* EXERCISE DIRECTIONS:
Only the count is expected: the number of lines below that contain "sizing".

(Collected data entries)
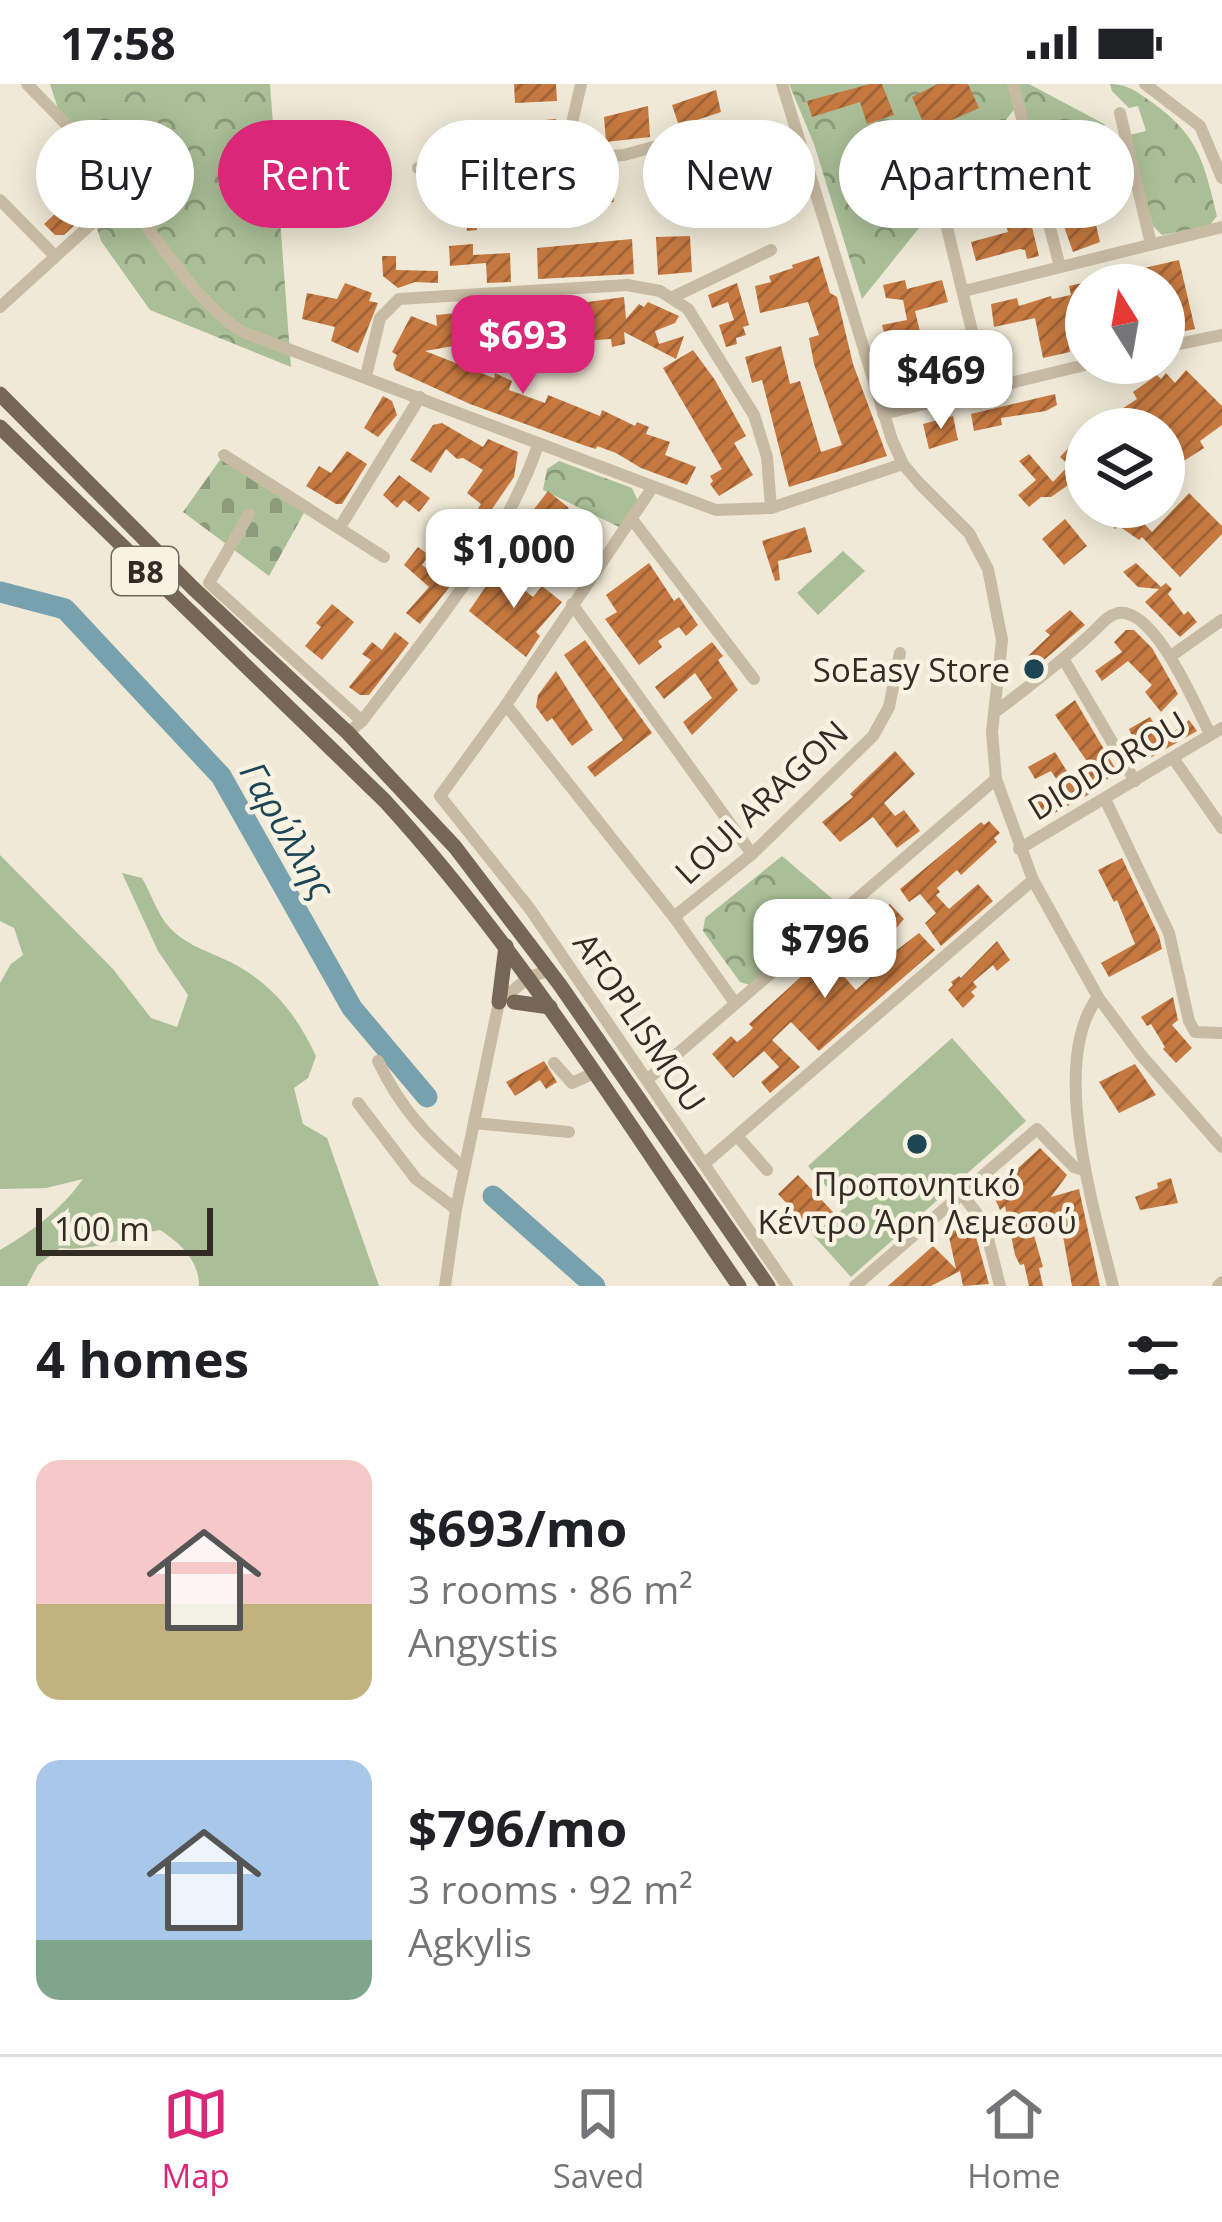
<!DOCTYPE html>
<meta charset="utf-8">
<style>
body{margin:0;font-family:"Open Sans",sans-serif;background:#f6f6f6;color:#202124;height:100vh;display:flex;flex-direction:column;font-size:45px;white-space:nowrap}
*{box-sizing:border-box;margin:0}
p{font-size:39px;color:#757577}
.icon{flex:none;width:66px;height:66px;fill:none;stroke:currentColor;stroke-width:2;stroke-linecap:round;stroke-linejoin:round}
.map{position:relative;height:1202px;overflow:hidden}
.side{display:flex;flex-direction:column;background:#fff;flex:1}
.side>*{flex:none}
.hud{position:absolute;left:36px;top:36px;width:1152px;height:108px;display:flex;gap:24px}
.needle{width:78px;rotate:349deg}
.fabs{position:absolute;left:1065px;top:180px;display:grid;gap:24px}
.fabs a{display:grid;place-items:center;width:120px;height:120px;border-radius:50%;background:#fff;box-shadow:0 6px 30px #0003;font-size:60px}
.scale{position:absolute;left:36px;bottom:30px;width:177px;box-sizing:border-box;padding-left:12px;border:6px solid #332c25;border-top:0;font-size:33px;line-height:42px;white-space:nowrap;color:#332c25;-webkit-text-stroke:9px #f8f2e3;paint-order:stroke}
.price{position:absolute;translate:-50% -102px;padding:0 27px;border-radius:24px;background:#fff;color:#222;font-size:39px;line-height:78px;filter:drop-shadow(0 3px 6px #0008)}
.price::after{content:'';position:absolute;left:50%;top:72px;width:36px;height:27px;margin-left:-18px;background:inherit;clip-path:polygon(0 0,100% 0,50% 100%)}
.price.active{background:#db2777;color:#fff}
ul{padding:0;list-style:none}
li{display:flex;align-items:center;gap:36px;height:300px;padding:0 36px}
li span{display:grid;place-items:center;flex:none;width:336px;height:240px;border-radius:24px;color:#555}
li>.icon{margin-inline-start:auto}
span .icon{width:144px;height:144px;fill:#fffc;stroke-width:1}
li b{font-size:51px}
h2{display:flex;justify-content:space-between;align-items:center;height:144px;padding:0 36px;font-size:51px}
.chip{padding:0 42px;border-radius:54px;background:#fff;box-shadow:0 6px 30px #0003;font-size:42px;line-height:108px}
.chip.active{background:#db2777;color:#fff}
.status{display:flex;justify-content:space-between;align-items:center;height:84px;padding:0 60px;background:#fff;direction:ltr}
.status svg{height:33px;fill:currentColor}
.tabs{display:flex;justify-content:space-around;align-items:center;height:168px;border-top:3px solid #e0e0e0;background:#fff;font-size:33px;color:#757577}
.tabs a{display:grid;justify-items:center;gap:6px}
.tabs .active{color:#db2777}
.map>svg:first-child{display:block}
</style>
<div class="status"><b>17:58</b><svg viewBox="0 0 49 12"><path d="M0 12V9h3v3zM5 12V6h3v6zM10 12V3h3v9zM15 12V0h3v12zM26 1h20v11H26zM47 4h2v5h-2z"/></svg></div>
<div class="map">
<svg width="1222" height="1202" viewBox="0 0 1222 1202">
<defs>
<pattern id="cemetery-stones" width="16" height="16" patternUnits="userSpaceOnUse" patternTransform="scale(3)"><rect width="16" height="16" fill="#aabf97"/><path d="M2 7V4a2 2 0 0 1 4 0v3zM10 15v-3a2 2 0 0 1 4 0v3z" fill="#8b9b7b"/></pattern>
<pattern id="park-crowns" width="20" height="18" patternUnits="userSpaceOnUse" patternTransform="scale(3)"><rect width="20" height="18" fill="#aabf97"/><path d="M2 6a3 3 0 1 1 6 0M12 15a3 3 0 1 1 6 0" fill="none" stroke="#8b9b7b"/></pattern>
<pattern id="building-hatch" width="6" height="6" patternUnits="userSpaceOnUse" patternTransform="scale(3)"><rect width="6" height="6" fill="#c57940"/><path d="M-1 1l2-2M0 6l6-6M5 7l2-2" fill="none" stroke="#a16335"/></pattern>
</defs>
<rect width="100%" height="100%" fill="#f0e9d7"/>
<!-- green -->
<g fill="#aabf97">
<path d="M843 467 865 487 818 531 797 509Z"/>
<path d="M0 771 113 885 151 934 177 943 188 911 158 867 122 789 142 794C151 809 158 832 170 844 188 863 214 869 236 881 275 903 297 932 316 972L308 994 294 1004 303 1040 327 1054 379 1202H199C199 1176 180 1159 160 1146 125 1152 94 1168 60 1164L38 1181 27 1202H0V1166C34 1146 60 1127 83 1095L46 1104 0 1105V899L11 880 23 871 14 844 0 837Z"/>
<path d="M952 954 1026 1037 851 1193 813 1151 845 1123 808 1082Z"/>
</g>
<!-- cemetery -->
<path fill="url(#cemetery-stones)" d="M222 373 305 427 269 492 183 428Z"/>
<!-- park -->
<g fill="url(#park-crowns)">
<path d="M50 0H270L291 283 150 226 101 157Z"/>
<path d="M789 0H1029L1106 41 1029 63 1017 22 862 215 814 60Z"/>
<path d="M1110 0C1129 0 1138 9 1153 19 1199 52 1204 79 1217 132L1209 142 1162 151 1153 142 1129 51 1146 47 1138 22 1129 24 1112 7Z"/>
<path d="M559 377 632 404 638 417 619 443 543 406 547 385Z"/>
<path d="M782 772 842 823 753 902 740 898 703 847 705 834Z"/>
</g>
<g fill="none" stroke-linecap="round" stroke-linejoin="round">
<!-- river -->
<g stroke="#76a1ad" stroke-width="21">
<path d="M0 508 65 525 221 692 352 924 427 1013"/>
<path d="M493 1112 595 1202"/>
</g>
</g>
<!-- building -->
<g fill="url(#building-hatch)">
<path d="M514 0H556L557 17 515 19Z"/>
<path d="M870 0H882L894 31 867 40 860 18 812 33 807 17Z"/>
<path d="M938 0H968L979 24 927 47 912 13Z"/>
<path d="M716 6 721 28 679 42 672 21Z"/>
<path d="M648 22 650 53 606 58 604 33Z"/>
<path d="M556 35 555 60 512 64 509 39Z"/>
<path d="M612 93 614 118 569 123 567 96Z"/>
<path d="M548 98 550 127 507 130 505 101Z"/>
<path d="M85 102 102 116 64 151H55L44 140Z"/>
<path d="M474 105 477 146 467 147 466 130 434 131 433 108Z"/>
<path d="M1025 106 1031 131 1012 143 1031 139 1039 172 1027 175 1025 166 1020 165 976 177 971 158 1008 148 999 112Z"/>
<path d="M1093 128 1100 158 1073 168 1061 134Z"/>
<path d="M690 152 692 188 658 191 656 153Z"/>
<path d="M632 155 634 190 538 195 537 164Z"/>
<path d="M473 160V171L510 169 511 198 487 199 486 179 450 182 449 162Z"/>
<path d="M382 172H396V186L438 187V199L415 198 398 204 383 192Z"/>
<path d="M819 172 830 209 837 213 853 280 887 372 789 403 762 296 752 299 745 273 781 262 790 300 800 297 821 368 842 361 814 280 809 254 819 251 808 218 760 229 755 202 771 198 769 192 793 184 792 181Z"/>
<path d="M1179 176 1195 245 1165 251 1164 201H1104L1114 191Z"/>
<path d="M905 196 907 205 942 196 948 218 915 227 929 285 914 288 906 255 887 259 882 241 907 236 903 216 886 214 883 201Z"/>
<path d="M345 199 372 209 369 217 378 219 358 269 331 257 335 243 302 235 307 209 337 215Z"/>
<path d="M737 199 749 241 743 243 746 251 736 254 737 260 726 263 719 241 734 236 728 218 712 224 708 211Z"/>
<path d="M1082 199 1086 265 1068 258 1070 268 1043 274 1035 234 994 243 991 220 1017 214 1019 222 1051 212 1052 215 1071 211 1069 202Z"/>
<path d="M624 213 626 235 639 220 644 223 648 218 679 232 675 239 655 247 659 260 684 252 676 275 624 248 625 260 612 263 611 255 567 258V253L519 257 520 264 501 265 496 226 573 224V220Z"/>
<path d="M478 227 482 264 466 267 465 260 425 267 494 294 495 289 512 297 509 306 545 319 548 311 600 332 602 326 635 342 637 338 649 343 646 350 670 358 665 371 696 383 687 401 641 384 616 369 597 362 596 365 586 362 470 320 395 286 393 280 397 271 392 268 411 232 437 242 436 231Z"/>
<path d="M693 266 715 296 746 352 734 359 753 391 719 412 710 400 713 397 710 392 722 385 663 284Z"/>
<path d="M1186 286 1222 322V341L1200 357 1204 364 1179 380 1183 387 1164 400V345H1104L1115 338 1111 332 1137 315 1133 308 1157 291 1161 295 1166 289 1175 299Z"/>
<path d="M1055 310 1057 321 1046 327 1001 334 1002 341 974 347 971 330Z"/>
<path d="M383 312 392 317 397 331 378 353 364 344Z"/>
<path d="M953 332 958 356 929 365 923 340Z"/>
<path d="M442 339 483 363 488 355 518 368 514 393 481 441 486 444 468 470 452 459 463 445 456 440 464 429 472 435 481 420 467 409 483 386 463 374 457 375 446 365 431 389 410 376 433 341Z"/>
<path d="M1077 355 1086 366V411L1074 397 1051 413H1041L1029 423 1018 411 1036 396 1019 377 1029 370 1053 398 1069 381 1060 373Z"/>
<path d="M347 367 367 380 342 420H336L306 402 319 382 331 389Z"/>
<path d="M399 391 430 414 419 428 404 416 397 424 383 411Z"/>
<path d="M548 407 569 424 549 450 528 433Z"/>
<path d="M1189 409 1222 442V450L1180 493 1142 453 1139 456 1119 442 1115 445 1096 423H1144L1135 430 1152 448Z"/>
<path d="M1065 435 1087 462 1064 481 1042 455Z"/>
<path d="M805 443 812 468 778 477 780 496 775 497 762 457Z"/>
<path d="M418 463 429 471 422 481 451 501 420 540 406 529 429 503 404 481Z"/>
<path d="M649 479 674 517 679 513 698 541 686 552 679 543 658 557 662 563 639 581 605 535 617 528 606 511Z"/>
<path d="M1136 479 1161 503 1166 499 1172 505 1168 510 1184 531 1188 527 1197 538 1180 553 1145 518 1159 505 1138 503 1123 488Z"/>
<path d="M498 485 533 513 542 502 562 518 536 548 540 552 526 573 469 527Z"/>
<path d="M332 520 354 538 322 576 305 562 321 543 316 539Z"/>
<path d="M1070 526 1085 541 1031 587 1026 581 1031 577 1027 573 1050 551 1045 547Z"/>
<path d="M1126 546H1134L1152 564 1178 610 1161 628 1145 608 1152 601 1128 577 1102 597 1095 587 1122 568 1114 558Z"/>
<path d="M395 548 409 559 369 611H360L349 603 371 576 362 570 372 558 382 566Z"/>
<path d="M585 556 652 649 595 693 587 683 623 656 564 571Z"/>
<path d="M712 558 723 572 718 576 738 606 692 651 683 638 712 614 695 589 664 615 655 603Z"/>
<path d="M556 587 593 646 572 662 552 634 547 638 536 623 538 611Z"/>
<path d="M1075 616 1118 689 1093 703 1095 707 1040 737 1032 721 1062 704 1051 687 1035 695 1028 683 1055 668 1073 697 1093 686 1055 631Z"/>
<path d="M1150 633 1164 655 1189 636 1197 647 1150 674 1136 662 1129 645Z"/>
<path d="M895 667 915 690 884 719 895 732 904 726 920 747 897 764 873 733 840 758 822 738 853 713 850 710Z"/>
<path d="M989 737 1000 749 994 754 997 758 961 791 957 786 937 804 940 808 936 811 949 825 978 800 993 817 941 862 925 839 936 829 920 810 909 818 900 805 981 738 984 741Z"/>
<path d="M1122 774 1159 852 1162 865 1109 893 1101 879 1135 860 1117 816 1114 818 1098 786Z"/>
<path d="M890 820 904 835 891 850 868 856 885 875 919 849 935 866 819 967 791 938 772 956 800 983 770 1009 761 998 779 983 764 967 733 994 712 970 731 952 737 958 746 951 753 944 749 940 825 871 856 906 876 888 846 855Z"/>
<path d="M997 857 1010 876 997 887 993 881 973 898 977 903 971 908 975 912 963 924 948 906 953 901 951 898 959 892 961 894Z"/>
<path d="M1173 913 1178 936 1172 941 1192 964 1176 979 1163 965 1165 963 1151 940 1147 942 1141 933Z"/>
<path d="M544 977 557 998 546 1005 540 996 515 1012 506 998Z"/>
<path d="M1135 980 1156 1011 1119 1029 1099 998Z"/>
<path d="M1040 1064 1067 1091 1051 1113 1079 1105 1100 1202H1072L1061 1141 1033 1148 1043 1183 1039 1184 1043 1202H1029L1024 1180 1020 1181 1015 1171 1005 1122 1000 1126 992 1108Z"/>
<path d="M798 1091 833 1128 812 1147 778 1110Z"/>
<path d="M1171 1094 1178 1119 1140 1126 1135 1113 1158 1104 1157 1099Z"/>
<path d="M973 1142 989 1200 963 1202 960 1187 931 1202H888L933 1162 956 1185 948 1148Z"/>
</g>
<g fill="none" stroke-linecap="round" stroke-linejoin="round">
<!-- minor -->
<g stroke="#c8bba3" stroke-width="12">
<path d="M27 0C51 25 76 49 98 76 136 123 192 218 243 248L716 426 771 424 903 380"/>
<path d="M782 0 892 356 903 380 919 399 969 449 988 485 1002 556 992 648 996 695 1033 796 1098 913 1141 971 1222 1063"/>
<path d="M1013 0 1060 183"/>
<path d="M1145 0 1200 42 1222 94"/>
<path d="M1120 29 1151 160"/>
<path d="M564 74 581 0"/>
<path d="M418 84 624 71 730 42"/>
<path d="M0 116 55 172"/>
<path d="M944 131 986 305"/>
<path d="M964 207 1222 143"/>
<path d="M673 213 771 166"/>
<path d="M0 223 122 112"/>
<path d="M1164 263 1222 251"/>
<path d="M366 292 380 234 399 215 627 201 660 207 688 225 754 331 767 373 771 424"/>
<path d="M883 330 1093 279"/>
<path d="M224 371 384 473"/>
<path d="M652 404 506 621 440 712 530 825 787 1202"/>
<path d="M249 430 209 499 362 637"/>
<path d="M631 434 754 595"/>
<path d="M340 443 420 313"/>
<path d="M572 520 752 770"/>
<path d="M1171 572 1222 536"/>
<path d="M1064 576 1135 697"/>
<path d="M506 621 674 833 735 919"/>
<path d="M995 628C1030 602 1064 576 1096 545 1102 539 1109 531 1118 529 1155 523 1196 623 1210 650"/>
<path d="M348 649 362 637C427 551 503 463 538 361"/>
<path d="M1173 674 1222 744"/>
<path d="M1105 715 1169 849 1189 937 1195 948 1222 949"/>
<path d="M1019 765 1222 644"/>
<path d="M674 833 752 770 873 652 889 623 900 569"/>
<path d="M1098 913C1048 978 1095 1129 1113 1202"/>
<path d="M378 977C400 1023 426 1052 464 1084"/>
<path d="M554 979 572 999 596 988"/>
<path d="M647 996 996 695"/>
<path d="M358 1019 416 1095 456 1125"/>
<path d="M474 1039 569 1048"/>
<path d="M737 1052 767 1086"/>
<path d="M704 1080 1033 796"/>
<path d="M962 1110 984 1139 1000 1202"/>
<path d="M445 1202 456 1125 499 918 529 893 548 887"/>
<path d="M855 1202 1037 1045 1074 1083 1084 1086"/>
<path d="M1218 1202 1222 1198"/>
</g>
<!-- major -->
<g stroke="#756656" stroke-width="15">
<path d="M0 310 193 504 348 649 455 763 560 901 768 1202"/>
<path d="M0 343 385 717C521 866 625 1036 739 1202"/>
<path d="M499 918 506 862"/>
<path d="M514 918 550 923"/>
</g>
</g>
<!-- markers -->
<g fill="#1c4654" stroke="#f8f2e3" stroke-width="4.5">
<circle cx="1034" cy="585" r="12"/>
<circle cx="917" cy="1060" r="12"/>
</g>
<g text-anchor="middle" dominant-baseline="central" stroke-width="9" stroke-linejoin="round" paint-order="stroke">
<!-- shield labels -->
<rect fill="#f8f2e3" stroke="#6e675e" stroke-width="3" x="112" y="463" width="66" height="48" rx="9"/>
<g font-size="30" font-weight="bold" fill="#332c25">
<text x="145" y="487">B8</text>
</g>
<!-- poi labels -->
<g font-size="33" fill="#332c25" stroke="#f8f2e3" text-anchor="end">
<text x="1010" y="585">SoEasy Store</text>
<text x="917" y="1099" text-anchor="middle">Προπονητικό<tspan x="917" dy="38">Κέντρο Άρη Λεμεσού</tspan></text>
</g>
<!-- street labels -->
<g font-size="33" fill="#332c25" stroke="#f8f2e3">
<text transform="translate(1107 681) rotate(-31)">DIODOROU</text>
<text transform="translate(761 718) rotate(-43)">LOUI ARAGON</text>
<text transform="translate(640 938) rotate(56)">AFOPLISMOU</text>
</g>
<!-- water labels -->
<g font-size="36" font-style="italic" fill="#1c4654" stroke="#f8f2e3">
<text transform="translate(288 746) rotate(60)">Γαρύλλης</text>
</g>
</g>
</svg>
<div class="fabs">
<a><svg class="needle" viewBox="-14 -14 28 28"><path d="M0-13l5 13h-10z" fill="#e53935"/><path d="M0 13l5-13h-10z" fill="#757577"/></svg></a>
<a><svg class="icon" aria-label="layers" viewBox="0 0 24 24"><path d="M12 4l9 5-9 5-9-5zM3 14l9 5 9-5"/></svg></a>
</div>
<div class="scale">100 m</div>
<b class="price active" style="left:523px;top:313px">$693</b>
<b class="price" style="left:941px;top:348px">$469</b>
<b class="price" style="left:514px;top:527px">$1,000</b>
<b class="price" style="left:825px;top:917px">$796</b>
<div class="hud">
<a class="chip">Buy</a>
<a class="chip active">Rent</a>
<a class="chip">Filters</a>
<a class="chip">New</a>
<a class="chip">Apartment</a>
</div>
</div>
<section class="side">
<h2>4 homes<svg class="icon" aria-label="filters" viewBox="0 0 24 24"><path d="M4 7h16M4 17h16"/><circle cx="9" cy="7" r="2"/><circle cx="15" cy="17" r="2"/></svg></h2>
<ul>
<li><span style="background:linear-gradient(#f6c9c9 60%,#c2b280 0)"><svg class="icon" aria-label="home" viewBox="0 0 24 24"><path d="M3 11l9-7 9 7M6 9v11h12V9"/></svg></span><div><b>$693/mo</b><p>3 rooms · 86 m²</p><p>Angystis</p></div></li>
<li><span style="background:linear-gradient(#a9c7e8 75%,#7fa58c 0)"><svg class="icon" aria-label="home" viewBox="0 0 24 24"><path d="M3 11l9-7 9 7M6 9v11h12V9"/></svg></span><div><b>$796/mo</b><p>3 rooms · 92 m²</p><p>Agkylis</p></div></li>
</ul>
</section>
<nav class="tabs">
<a class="active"><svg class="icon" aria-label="map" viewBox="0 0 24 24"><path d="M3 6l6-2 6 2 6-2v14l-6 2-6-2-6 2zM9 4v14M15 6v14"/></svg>Map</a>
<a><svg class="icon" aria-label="saved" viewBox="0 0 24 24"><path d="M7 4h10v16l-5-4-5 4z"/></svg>Saved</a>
<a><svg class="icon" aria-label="home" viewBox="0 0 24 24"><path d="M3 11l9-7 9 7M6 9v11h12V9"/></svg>Home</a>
</nav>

* EXPECTED ANSWER:
2